Average of social capital by age (n = 3,565)

3.4 Conclusion

It can now be confirmed that the results of this study fit the usual patterns that are found in the happiness literature. However, there are some specific findings in the case of India. There is no significant education–happiness relationship in the estimation. Happiness had a positive and statistically significant correlation with top-level manager, executive, and self-employed (reference variable is “regular employee”). Being married was not associated with happiness in all cases (whole sample, male and female), whereas being married is likely to have a positive and statistically significant correlation with happiness in the happiness literature. Age was not significant in the whole sample and in men and women, whereas there is a well-defined U-shape between happiness and age in the happiness literature. Only large cities had a statistically significant correlation with happiness. Three dimensions of social capital (i.e., STRUCTURAL, PARTICULARIZED (N), and RECIPROCITY AND GENERALIZED TRUST) had a strong positive correlation with happiness whereas PARTICULARIZED (RE) did not.

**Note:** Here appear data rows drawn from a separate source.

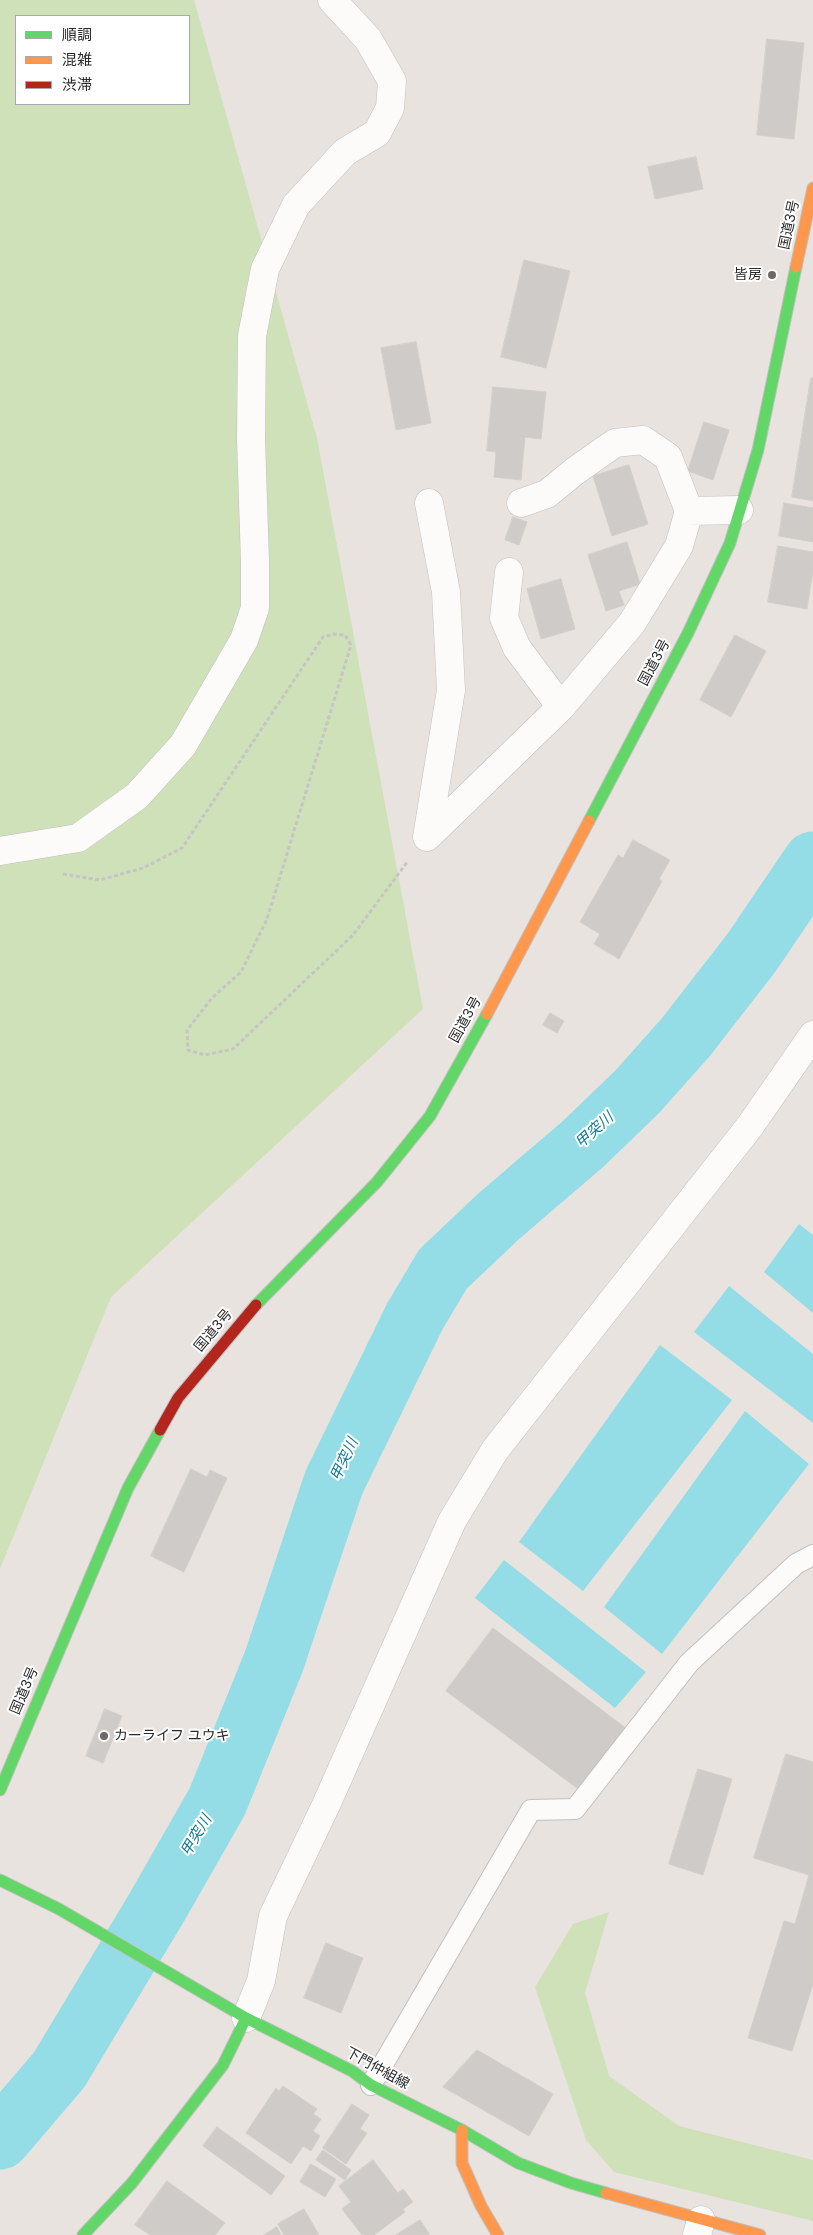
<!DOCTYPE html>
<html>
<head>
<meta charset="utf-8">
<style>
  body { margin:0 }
  #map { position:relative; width:813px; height:2235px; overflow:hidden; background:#e8e3de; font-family:Poppins,"Noto Sans JP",sans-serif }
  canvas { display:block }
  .legend { position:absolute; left:15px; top:15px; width:175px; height:90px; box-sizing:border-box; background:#fff; border:1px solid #a9a9a9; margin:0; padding:6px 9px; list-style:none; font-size:15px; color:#292929 }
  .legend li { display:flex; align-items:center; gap:10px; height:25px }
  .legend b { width:25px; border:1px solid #a9a9a9 }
</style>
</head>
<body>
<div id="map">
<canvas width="813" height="2235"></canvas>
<ul class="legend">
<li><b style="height:6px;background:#63d668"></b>順調</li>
<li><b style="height:6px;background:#ff974d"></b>混雑</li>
<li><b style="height:6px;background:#b3261e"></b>渋滞</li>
</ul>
</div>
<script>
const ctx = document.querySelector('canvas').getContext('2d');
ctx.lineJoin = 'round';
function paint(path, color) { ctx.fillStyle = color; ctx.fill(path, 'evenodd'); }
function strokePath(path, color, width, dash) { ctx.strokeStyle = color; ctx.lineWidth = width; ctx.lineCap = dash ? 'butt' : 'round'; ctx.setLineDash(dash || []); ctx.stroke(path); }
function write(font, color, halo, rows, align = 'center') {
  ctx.font = font + ' Poppins,"Noto Sans JP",sans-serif'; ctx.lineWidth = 4; ctx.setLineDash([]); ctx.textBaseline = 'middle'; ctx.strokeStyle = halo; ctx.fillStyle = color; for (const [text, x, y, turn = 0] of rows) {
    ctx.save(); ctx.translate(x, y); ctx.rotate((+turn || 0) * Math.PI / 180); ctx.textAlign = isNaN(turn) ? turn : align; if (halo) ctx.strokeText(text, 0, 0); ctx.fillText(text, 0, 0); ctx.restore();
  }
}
paint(new Path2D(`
  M0,0H194L317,438L423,1009L111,1297L0,1569ZM16,16H189V104H16Z
  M609,1912L585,1993L609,2076L679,2126L813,2160V2221L614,2172L586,2140L535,1987L573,1924Z`), '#cfe1b8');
paint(new Path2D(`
  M799,1224L813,1235V1313L764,1272Z
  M729,1286L813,1354V1423L694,1332Z
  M660,1345L732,1400L583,1591L519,1542Z
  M745,1411L809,1464L662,1654L604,1607Z
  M504,1560L646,1672L615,1708L475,1598Z`), '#94dde6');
strokePath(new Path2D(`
  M0,2139L59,2070L157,1907L217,1802L274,1661L334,1482L415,1316L443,1269L499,1216L583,1144L637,1092L686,1037L752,952L813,862`), '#94dde6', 61);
const building = new Path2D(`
  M767,39L804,43L794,139L757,135Z
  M696,157L703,189L655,199L648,167Z
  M524,260L570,271L546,368L501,357Z
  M416,342L431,423L396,430L381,348Z
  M811,378H813V501L792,497Z
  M493,387L546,392L541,439L525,437L521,480L494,477L496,452L487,451Z
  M704,422L729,430L713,480L688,471Z
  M629,465L648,524L612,536L593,476Z
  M784,503L813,508V542L779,536Z
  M513,517L527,522L519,545L505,540Z
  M627,542L640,584L619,591L624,605L606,611L588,555Z
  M778,546L813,552V571L807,609L768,602Z
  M561,579L575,629L541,639L527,589Z
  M735,635L766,651L731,717L700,700Z
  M633,840L670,860L659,879L662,881L619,959L594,944L600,934L580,922L618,855L623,858Z
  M550,1013L564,1021L557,1033L543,1025Z
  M191,1469L207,1477L210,1470L227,1478L184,1572L151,1556Z
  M493,1628L631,1732L585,1794L446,1691Z
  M105,1709L122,1716L103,1763L86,1756Z
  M786,1754L813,1762V1984L792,2051L748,2038L784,1921L795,1924L809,1875L754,1858Z
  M698,1769L732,1779L703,1875L669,1864Z
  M326,1943L363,1958L341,2013L304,1998Z
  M477,2050L553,2094L529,2136L443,2087Z
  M283,2086L317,2109L313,2114L321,2119L313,2131L320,2136L311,2151L303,2146L291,2164L246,2133L276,2088L279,2091Z
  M352,2104L369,2115L360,2129L367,2133L346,2164L323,2148Z
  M217,2127L285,2176L271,2195L203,2146Z
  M323,2150L351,2170L345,2180L316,2160Z
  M373,2160L398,2193L403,2189L413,2202L403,2209L405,2212L374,2235H362L342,2209L351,2202L339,2186Z
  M311,2164L336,2179L325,2197L300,2182Z
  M167,2181L225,2223L215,2235H150L135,2225Z
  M304,2209L319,2235H284L278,2224Z
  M420,2220L430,2235H396Z
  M277,2227L281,2235H264Z`);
paint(building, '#cecbc8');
strokePath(building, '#d2cfcb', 1);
const lane = new Path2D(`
  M371,2085L531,1810L575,1809L689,1663L796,1564L813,1555`);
const street = new Path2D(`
  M429,503L446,592L451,690L427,837L561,707L632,623L679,546L689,511
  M521,503L547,494L575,471L615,443L643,440L668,457L689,511L739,510
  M509,572L504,618L517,648L561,707
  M0,851L78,838L137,796L183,745L244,640L255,608V562L251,439L252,336L265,269L296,205L345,152L377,133L390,108L392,81L368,39L332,0
  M246,2018L261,1981L273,1916L326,1805L452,1521L495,1450L750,1126L813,1035
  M697,2235L701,2220`);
const fast = new Path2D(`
  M589,821L688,633L730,543L758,450L796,267
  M256,1305L377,1182L430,1116L487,1014
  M0,1790L128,1488L160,1430
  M0,1880L59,1909L246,2018L352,2071L371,2085L462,2130L518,2163L571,2183L606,2193
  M83,2235L132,2183L223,2065L246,2018`);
const slow = new Path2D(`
  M796,267L813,188
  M487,1014L589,821
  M462,2130V2163L481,2206L498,2235
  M606,2193L760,2235`);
const jam = new Path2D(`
  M160,1430L178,1398L256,1305`);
strokePath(lane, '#c1c0c0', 22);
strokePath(street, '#c1c0c0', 29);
strokePath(fast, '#c1c0c0', 13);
strokePath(slow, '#c1c0c0', 13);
strokePath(jam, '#c1c0c0', 13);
strokePath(new Path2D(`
  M63,874L100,880L143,868L182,848L323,637L334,634L345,635L351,645L267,919L241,972L212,998L187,1030L188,1050L205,1055L233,1049L353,935L408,861`), '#c6c5c5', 3, [4, 2.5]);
strokePath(lane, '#fcfbfa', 20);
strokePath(street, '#fcfbfa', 28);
strokePath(fast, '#63d668', 11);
strokePath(slow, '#ff974d', 11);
strokePath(jam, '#b3261e', 11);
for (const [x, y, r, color] of [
  [772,275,5,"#6c6a68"],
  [104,1736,5,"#6c6a68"]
]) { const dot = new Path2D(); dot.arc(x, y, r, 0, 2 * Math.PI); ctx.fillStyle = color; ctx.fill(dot); strokePath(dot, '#fff', 2); }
write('14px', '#292929', '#fff', [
  ["国道3号",790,225,-78],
  ["国道3号",655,663,-62],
  ["国道3号",466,1020,-61],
  ["国道3号",214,1331,-50],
  ["国道3号",25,1691,-67],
  ["下門仲組線",377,2069,29]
]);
write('14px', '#292929', '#fff', [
  ["皆房",762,275],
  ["カーライフ ユウキ",114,1736,"left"]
], 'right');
write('italic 15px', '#117a95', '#fff', [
  ["甲突川",595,1131,-42],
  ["甲突川",345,1460,-65],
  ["甲突川",197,1836,-59]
]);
</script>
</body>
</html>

The same estimation was attempted using life satisfaction instead of happiness and a marked diversity was found between happiness and life satisfaction. For example, life satisfaction had a positive and statistically significant correlation with being married in the whole sample and in men, whereas happiness did not in all cases. Age had a U-shape over life cycle when life satisfaction was used as the dependent variable. Standard questions about happiness and life satisfaction were used. To date, it is not clear which of the two measures is more suitable for SWB. In fact, many well-being measures have been used in empirical studies (see overview of measures by Bartels (2015). This point will be left for future research.

The results of the research reported here clearly confirmed the presence of a positive relationship between social capital and SWB (for both happiness and life satisfaction). In that sense, social capital was a big predictor of happiness. Finally, the determinants of social capital were estimated. The conclusion was almost hypothetical in the case of three types of social capital (i.e., STRUCTURAL, PARTICULARIZED (RE), and RECIPROCITY AND GENERALIZED TRUST) with the exception of PARTICULARIZED (N). SWB plays an important role in the policymaking process in India. Therefore, decisionmakers in India need to explore how public policy contributes to the formation of social capital.